» Your objective
In the entries that follow, find the line containing "M706,2H733L727,23L702,16Z"; from there, copy every line exactly through the line containing "M480,235L525,261L527,268L464,368L457,373H450L415,354Z".

» Provided records
[Start of Attachment]

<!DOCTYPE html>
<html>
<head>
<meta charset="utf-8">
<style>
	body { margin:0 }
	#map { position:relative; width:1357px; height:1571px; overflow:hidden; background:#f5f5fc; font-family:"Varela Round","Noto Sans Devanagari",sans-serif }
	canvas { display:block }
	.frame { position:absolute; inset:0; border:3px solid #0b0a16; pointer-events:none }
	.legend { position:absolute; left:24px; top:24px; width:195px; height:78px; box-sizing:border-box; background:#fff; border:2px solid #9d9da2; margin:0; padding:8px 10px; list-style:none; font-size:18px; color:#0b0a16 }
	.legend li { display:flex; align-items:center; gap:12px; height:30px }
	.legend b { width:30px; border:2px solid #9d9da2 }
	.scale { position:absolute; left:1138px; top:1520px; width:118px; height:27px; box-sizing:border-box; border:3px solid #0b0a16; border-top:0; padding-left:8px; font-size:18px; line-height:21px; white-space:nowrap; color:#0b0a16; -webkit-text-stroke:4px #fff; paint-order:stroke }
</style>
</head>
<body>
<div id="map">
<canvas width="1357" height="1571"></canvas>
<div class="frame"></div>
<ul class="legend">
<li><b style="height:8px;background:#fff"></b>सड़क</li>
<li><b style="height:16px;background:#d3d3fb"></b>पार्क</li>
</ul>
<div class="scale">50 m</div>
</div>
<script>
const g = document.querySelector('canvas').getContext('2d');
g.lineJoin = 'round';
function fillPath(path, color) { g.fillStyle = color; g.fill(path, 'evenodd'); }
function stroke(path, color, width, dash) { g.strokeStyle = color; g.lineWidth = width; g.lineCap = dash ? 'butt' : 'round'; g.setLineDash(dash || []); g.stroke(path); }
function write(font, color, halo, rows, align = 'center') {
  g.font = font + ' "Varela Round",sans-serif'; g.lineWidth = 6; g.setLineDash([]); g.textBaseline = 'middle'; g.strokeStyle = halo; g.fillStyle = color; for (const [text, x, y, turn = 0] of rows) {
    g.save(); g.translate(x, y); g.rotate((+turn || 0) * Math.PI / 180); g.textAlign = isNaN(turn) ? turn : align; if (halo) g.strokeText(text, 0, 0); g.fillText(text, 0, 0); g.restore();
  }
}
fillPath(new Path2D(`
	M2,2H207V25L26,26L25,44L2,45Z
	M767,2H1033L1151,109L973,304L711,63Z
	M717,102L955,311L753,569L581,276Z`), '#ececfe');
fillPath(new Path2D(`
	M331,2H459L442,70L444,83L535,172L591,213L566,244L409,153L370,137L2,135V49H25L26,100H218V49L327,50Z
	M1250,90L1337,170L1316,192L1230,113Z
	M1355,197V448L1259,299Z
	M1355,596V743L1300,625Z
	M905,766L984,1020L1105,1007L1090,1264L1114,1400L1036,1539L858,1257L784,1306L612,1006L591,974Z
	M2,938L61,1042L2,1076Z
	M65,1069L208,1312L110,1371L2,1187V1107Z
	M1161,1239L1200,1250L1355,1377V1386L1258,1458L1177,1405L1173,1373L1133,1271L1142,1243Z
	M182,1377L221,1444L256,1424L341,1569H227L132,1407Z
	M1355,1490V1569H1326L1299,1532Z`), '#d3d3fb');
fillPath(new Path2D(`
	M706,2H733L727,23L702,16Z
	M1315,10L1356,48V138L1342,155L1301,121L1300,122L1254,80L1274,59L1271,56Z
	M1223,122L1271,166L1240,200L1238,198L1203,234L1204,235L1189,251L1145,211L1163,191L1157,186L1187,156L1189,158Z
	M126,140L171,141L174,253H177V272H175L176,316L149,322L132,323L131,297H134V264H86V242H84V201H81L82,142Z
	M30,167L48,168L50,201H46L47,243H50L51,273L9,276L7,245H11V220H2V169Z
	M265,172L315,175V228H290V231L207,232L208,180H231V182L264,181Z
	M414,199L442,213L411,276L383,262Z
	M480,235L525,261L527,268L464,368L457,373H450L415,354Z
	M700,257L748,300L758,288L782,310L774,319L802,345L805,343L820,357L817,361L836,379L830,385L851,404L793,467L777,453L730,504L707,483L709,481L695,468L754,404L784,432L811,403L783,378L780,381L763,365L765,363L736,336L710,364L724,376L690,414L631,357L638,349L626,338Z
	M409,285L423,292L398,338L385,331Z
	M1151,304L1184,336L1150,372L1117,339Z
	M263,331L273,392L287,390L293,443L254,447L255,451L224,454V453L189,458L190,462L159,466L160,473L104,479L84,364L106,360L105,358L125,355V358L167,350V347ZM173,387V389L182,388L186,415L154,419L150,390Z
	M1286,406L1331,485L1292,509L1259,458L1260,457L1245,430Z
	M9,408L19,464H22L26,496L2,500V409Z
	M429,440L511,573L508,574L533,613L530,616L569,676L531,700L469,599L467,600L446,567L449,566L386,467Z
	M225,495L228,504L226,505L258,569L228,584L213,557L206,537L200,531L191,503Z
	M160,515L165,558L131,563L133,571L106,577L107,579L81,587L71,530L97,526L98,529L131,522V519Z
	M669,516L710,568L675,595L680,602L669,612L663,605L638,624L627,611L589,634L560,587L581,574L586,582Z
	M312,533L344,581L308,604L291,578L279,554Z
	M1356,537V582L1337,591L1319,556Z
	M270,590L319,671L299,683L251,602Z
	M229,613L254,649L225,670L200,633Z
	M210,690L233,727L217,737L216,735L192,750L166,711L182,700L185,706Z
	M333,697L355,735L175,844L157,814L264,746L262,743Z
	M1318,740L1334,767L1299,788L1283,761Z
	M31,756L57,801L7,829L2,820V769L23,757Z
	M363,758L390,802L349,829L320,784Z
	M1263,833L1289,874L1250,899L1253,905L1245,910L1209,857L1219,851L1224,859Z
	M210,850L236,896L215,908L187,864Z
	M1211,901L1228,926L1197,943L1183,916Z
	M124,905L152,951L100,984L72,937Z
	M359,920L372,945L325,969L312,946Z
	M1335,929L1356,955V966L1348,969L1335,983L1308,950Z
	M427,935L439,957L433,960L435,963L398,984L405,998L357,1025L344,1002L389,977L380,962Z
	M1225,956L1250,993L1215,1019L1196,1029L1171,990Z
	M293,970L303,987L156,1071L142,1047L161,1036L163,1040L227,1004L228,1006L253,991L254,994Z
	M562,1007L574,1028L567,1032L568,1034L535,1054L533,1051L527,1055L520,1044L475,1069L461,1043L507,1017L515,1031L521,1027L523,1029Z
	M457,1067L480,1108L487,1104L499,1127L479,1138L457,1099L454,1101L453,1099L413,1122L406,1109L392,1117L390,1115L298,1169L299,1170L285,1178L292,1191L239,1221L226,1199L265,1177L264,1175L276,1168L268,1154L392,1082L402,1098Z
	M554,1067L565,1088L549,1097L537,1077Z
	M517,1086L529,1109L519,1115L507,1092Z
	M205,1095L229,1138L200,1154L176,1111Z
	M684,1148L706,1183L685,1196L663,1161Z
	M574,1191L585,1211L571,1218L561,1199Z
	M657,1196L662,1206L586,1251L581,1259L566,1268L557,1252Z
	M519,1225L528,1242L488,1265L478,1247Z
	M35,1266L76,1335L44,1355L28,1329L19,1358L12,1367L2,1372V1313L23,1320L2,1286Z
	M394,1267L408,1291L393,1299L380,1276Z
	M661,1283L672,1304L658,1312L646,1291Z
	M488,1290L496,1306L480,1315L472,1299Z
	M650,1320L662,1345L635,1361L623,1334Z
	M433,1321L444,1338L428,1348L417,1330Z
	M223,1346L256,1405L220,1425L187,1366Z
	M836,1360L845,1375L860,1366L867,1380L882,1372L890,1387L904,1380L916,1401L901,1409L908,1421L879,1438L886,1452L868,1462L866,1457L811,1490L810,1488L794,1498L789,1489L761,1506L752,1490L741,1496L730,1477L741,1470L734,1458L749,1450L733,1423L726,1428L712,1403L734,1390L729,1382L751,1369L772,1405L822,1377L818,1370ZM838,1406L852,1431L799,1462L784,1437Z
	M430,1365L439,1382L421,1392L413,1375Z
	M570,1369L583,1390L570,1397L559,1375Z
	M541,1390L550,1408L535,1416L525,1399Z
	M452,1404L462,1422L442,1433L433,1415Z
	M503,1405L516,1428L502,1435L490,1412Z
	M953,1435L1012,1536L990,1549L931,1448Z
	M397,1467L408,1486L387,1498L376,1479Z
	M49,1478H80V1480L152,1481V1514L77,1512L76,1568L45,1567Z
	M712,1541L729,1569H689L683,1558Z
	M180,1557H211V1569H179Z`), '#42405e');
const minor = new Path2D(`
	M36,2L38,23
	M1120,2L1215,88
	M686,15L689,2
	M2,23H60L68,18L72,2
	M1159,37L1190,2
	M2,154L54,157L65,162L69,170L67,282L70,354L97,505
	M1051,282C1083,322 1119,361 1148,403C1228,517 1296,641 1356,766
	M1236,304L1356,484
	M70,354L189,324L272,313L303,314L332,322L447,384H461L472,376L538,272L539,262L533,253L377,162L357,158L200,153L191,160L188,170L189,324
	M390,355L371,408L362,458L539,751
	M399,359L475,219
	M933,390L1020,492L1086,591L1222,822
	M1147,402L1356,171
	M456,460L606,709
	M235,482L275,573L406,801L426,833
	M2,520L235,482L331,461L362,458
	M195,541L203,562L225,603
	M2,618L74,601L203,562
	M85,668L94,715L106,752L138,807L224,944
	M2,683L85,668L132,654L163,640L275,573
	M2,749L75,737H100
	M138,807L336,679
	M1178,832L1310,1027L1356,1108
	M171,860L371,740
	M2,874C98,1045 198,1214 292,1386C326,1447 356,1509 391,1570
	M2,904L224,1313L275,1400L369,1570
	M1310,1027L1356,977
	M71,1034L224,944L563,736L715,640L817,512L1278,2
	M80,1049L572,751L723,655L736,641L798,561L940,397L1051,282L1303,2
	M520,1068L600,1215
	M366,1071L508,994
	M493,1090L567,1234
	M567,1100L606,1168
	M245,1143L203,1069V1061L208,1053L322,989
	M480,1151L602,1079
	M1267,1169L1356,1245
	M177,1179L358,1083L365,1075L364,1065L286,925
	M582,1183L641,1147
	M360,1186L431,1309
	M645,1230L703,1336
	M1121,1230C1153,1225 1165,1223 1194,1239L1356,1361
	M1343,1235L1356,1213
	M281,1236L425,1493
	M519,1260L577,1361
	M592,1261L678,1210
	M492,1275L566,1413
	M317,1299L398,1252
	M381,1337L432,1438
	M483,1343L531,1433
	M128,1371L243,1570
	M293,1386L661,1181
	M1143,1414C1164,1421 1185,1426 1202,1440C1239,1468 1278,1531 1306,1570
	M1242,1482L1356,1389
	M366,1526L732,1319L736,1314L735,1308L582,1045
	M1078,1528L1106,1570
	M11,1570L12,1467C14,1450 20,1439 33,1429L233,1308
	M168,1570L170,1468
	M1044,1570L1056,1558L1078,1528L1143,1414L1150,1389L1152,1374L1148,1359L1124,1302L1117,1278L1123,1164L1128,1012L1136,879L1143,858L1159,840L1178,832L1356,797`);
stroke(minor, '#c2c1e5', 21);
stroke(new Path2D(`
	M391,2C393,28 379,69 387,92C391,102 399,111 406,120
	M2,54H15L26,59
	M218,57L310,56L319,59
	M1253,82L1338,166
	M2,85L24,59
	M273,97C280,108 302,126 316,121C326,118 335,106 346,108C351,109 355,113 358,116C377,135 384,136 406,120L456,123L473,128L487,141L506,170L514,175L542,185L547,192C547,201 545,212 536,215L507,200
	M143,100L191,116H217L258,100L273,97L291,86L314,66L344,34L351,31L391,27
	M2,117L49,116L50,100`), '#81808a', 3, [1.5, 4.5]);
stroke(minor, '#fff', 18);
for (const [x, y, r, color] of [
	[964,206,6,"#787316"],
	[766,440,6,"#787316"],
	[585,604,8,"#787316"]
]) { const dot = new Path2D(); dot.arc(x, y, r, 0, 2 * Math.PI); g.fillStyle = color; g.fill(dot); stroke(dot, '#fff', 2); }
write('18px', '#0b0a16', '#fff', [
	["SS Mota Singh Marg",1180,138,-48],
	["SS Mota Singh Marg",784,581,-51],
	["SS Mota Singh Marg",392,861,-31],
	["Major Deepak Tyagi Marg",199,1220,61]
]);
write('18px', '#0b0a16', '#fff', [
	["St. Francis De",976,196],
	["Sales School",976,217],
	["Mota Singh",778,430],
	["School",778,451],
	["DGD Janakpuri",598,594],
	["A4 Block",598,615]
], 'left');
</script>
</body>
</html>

[End of Attachment]

» Solution to this task
	M706,2H733L727,23L702,16Z
	M1315,10L1356,48V138L1342,155L1301,121L1300,122L1254,80L1274,59L1271,56Z
	M1223,122L1271,166L1240,200L1238,198L1203,234L1204,235L1189,251L1145,211L1163,191L1157,186L1187,156L1189,158Z
	M126,140L171,141L174,253H177V272H175L176,316L149,322L132,323L131,297H134V264H86V242H84V201H81L82,142Z
	M30,167L48,168L50,201H46L47,243H50L51,273L9,276L7,245H11V220H2V169Z
	M265,172L315,175V228H290V231L207,232L208,180H231V182L264,181Z
	M414,199L442,213L411,276L383,262Z
	M480,235L525,261L527,268L464,368L457,373H450L415,354Z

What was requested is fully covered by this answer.